Before leaving Sri Lanka, which issues on-arrival visas, the local agents manage “Ok To Board” approval from Libyan authorities to depart from Sri Lanka and enter Libya.
These syndicates have agents in each of these countries. They collect Tk 4 to 5 lakh from each migrant before they depart Bangladesh. The rest of the money is collected in Libya as per the agreement, Mufti said.
They also force the migrants to do odd jobs in Libya if their family delay the payments, he said, adding that migrants sometimes needed to stay in Libya for up to one year.
“The trafficking gangs also confine the Bangladeshis and torture them to create pressure on their families to pay the money,” Mufti said.
THE SEA ROUTE
Once the family members fully pay, the traffickers gather the Bangladeshis in a single place and train them on operating the rigid-inflatable boats (RIB) used to cross the Mediterranean to reach Europe, said Mufti.
Generally, an RIB can carry 40 to 45 people, but the syndicates load 85 to 90 to save money.
Many of these boats sink as migrants often fail to control them.
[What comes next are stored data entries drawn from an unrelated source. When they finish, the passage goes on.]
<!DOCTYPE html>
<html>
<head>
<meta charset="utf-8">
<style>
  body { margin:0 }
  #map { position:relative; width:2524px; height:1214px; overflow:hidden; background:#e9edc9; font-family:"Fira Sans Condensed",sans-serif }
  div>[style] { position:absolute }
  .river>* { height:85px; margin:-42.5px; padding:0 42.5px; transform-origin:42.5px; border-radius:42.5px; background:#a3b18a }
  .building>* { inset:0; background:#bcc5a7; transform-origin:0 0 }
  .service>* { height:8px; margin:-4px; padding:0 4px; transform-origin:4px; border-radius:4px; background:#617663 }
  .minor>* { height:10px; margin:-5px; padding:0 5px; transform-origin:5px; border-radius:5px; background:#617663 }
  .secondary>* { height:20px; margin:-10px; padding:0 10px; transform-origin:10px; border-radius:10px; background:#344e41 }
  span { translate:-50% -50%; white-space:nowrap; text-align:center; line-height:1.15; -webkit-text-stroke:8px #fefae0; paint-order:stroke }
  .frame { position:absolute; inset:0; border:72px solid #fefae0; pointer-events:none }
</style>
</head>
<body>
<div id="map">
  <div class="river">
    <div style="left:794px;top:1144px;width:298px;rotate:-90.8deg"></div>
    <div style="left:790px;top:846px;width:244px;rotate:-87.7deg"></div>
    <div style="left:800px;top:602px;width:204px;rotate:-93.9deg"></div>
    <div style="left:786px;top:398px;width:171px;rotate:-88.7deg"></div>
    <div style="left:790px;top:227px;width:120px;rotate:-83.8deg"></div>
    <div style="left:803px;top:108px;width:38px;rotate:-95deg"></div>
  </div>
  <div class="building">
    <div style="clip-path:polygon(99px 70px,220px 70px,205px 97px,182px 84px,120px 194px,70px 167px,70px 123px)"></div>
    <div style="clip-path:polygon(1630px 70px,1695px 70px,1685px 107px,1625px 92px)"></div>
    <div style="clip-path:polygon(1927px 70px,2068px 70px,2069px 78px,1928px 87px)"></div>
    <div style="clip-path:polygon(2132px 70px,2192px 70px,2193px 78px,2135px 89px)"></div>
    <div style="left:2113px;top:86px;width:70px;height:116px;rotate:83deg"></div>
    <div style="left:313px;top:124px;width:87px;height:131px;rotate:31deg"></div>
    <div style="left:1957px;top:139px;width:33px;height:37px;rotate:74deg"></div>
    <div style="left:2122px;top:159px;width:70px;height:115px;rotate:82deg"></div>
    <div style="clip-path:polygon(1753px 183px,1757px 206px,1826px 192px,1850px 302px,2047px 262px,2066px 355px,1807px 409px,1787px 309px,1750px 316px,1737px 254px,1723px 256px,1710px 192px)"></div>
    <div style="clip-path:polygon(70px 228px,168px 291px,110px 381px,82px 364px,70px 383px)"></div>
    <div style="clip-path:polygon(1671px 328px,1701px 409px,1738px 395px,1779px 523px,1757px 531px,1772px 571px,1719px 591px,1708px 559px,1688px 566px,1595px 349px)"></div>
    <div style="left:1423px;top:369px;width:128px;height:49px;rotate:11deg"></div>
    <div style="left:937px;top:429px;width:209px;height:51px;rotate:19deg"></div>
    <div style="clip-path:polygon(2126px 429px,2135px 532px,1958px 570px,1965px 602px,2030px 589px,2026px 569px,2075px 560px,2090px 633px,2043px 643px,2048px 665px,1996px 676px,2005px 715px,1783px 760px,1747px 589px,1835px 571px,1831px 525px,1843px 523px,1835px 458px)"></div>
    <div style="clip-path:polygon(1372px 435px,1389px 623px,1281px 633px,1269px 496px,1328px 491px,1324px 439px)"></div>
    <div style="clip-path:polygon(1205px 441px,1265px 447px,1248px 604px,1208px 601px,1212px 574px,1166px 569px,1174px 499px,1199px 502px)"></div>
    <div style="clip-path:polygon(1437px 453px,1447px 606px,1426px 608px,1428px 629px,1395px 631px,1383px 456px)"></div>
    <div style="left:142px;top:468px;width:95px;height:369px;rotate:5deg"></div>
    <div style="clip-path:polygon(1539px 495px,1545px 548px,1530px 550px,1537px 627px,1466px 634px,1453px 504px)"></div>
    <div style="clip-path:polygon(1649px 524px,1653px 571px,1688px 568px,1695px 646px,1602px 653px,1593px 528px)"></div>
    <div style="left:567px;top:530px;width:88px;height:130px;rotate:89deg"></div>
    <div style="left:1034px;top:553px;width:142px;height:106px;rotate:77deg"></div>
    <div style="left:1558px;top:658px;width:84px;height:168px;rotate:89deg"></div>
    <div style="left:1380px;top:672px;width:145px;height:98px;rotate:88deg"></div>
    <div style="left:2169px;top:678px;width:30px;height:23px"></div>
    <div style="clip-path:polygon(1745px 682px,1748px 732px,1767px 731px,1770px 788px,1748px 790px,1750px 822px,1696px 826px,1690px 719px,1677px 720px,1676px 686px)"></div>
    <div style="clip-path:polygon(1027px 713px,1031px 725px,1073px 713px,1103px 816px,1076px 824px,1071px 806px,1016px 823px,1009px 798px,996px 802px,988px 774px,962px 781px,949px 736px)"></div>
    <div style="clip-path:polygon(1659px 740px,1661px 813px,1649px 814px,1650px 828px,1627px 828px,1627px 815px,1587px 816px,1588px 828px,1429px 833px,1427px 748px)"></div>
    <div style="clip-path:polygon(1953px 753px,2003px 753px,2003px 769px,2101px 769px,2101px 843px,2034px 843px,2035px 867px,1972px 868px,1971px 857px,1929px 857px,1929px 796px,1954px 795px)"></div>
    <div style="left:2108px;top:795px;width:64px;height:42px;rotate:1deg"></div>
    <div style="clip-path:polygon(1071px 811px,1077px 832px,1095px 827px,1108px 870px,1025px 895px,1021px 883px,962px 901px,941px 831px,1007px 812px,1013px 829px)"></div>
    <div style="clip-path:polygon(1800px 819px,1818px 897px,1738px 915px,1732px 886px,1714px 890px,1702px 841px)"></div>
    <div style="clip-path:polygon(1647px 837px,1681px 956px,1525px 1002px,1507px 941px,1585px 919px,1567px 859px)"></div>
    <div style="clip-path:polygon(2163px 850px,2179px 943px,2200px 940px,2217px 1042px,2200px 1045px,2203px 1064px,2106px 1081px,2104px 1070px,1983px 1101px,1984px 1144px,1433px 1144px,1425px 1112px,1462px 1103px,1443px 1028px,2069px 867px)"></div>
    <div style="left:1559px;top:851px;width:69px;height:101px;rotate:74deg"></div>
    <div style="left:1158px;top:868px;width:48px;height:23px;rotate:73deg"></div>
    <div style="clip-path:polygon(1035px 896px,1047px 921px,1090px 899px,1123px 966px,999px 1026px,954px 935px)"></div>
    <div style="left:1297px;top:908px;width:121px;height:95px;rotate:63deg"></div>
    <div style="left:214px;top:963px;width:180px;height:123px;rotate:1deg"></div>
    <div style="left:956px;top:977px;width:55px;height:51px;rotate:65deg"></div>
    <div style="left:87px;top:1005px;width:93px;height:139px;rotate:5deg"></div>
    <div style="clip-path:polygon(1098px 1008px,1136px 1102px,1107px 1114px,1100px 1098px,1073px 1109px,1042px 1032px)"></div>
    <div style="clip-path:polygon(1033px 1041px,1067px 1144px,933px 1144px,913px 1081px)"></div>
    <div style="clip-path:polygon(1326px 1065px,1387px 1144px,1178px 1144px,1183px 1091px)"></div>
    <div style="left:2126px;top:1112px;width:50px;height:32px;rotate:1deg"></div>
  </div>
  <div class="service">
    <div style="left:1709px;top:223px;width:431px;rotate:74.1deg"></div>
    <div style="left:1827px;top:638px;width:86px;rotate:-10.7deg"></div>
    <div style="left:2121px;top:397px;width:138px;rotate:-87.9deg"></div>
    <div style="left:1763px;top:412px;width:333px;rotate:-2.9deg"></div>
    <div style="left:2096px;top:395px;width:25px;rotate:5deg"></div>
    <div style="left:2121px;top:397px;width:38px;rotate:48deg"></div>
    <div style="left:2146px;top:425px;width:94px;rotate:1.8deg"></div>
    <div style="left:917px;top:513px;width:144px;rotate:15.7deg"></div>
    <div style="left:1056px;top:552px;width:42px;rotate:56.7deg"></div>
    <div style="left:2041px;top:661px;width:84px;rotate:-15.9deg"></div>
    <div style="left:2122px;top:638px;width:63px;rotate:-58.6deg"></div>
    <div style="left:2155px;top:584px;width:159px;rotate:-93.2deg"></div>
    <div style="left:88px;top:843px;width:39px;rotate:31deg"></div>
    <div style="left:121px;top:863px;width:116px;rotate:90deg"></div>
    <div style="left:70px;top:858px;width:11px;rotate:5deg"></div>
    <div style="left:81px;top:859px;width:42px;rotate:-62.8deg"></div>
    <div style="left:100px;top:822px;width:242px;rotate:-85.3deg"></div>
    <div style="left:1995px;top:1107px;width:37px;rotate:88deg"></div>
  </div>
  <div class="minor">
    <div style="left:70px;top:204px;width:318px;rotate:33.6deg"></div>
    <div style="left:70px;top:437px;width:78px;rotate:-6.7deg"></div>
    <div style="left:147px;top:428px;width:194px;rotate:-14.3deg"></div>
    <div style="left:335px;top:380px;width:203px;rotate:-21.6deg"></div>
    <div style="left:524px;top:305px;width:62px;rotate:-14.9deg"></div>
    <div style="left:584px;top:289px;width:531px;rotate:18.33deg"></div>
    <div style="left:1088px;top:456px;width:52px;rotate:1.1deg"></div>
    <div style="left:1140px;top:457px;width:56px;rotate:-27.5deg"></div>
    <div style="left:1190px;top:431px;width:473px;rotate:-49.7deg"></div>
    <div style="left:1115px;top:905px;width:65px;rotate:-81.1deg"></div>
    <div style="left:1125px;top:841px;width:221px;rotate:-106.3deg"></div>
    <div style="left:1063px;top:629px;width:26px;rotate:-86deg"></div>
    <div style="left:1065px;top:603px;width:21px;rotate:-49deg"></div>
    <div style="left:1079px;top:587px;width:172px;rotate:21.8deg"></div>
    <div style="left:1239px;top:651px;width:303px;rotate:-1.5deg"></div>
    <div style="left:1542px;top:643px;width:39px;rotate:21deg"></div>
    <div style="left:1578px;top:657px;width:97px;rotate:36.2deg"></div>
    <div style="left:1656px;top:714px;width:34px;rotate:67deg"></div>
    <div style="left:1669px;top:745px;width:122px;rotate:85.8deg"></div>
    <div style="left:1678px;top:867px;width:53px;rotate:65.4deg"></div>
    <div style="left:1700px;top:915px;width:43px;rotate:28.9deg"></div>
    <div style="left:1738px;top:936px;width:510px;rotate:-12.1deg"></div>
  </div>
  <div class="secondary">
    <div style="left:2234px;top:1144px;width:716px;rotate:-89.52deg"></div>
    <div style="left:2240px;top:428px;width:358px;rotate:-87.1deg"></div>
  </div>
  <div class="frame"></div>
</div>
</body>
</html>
Sometimes, migrants throw their sick fellows overboard to shake off some weight of the boats that take around 20 hours to reach the coasts of Italy.
Bangladeshis are among the nationals who take the risky journey via the Mediterranean.
The number of Bangladeshis drowned in the Mediterranean is not known, but according to the International Organisation for Migration, at least 443 migrants either died or went missing in the Mediterranean while trying to reach Europe in boats as of May 8 this year. The figures were 2,299 in 2018 and 3,139 in 2017.
‘FORCED TO PAY’
In his case filed over the trafficking of his brother, Mofiz Uddin sued 20 people, five named and 15 unnamed.
In the complaint, Mofiz claimed Anamul, owner of Yeahia Overseas, had assured him and his brother Aziz of a safe journey to Italy. However, once in Libya, the traffickers took his brother into captivity and tortured him for payment.
The trafficking gang forced the family to pay the sum between December last year and May this year. They also threatened Aziz, his two cousins and an uncle, who were also on the boat, with death if they failed to pay, according to the case statement.
The other named accused are brokers Jahed Ahmed, Razzak Hossain, Saiful Islam and Monzur Rahman alias Goodluck.
Two more cases were filed in Sylhet and Shariatpur over the trafficking of two other victims.
At least 11 named and several unnamed people have been booked in these cases.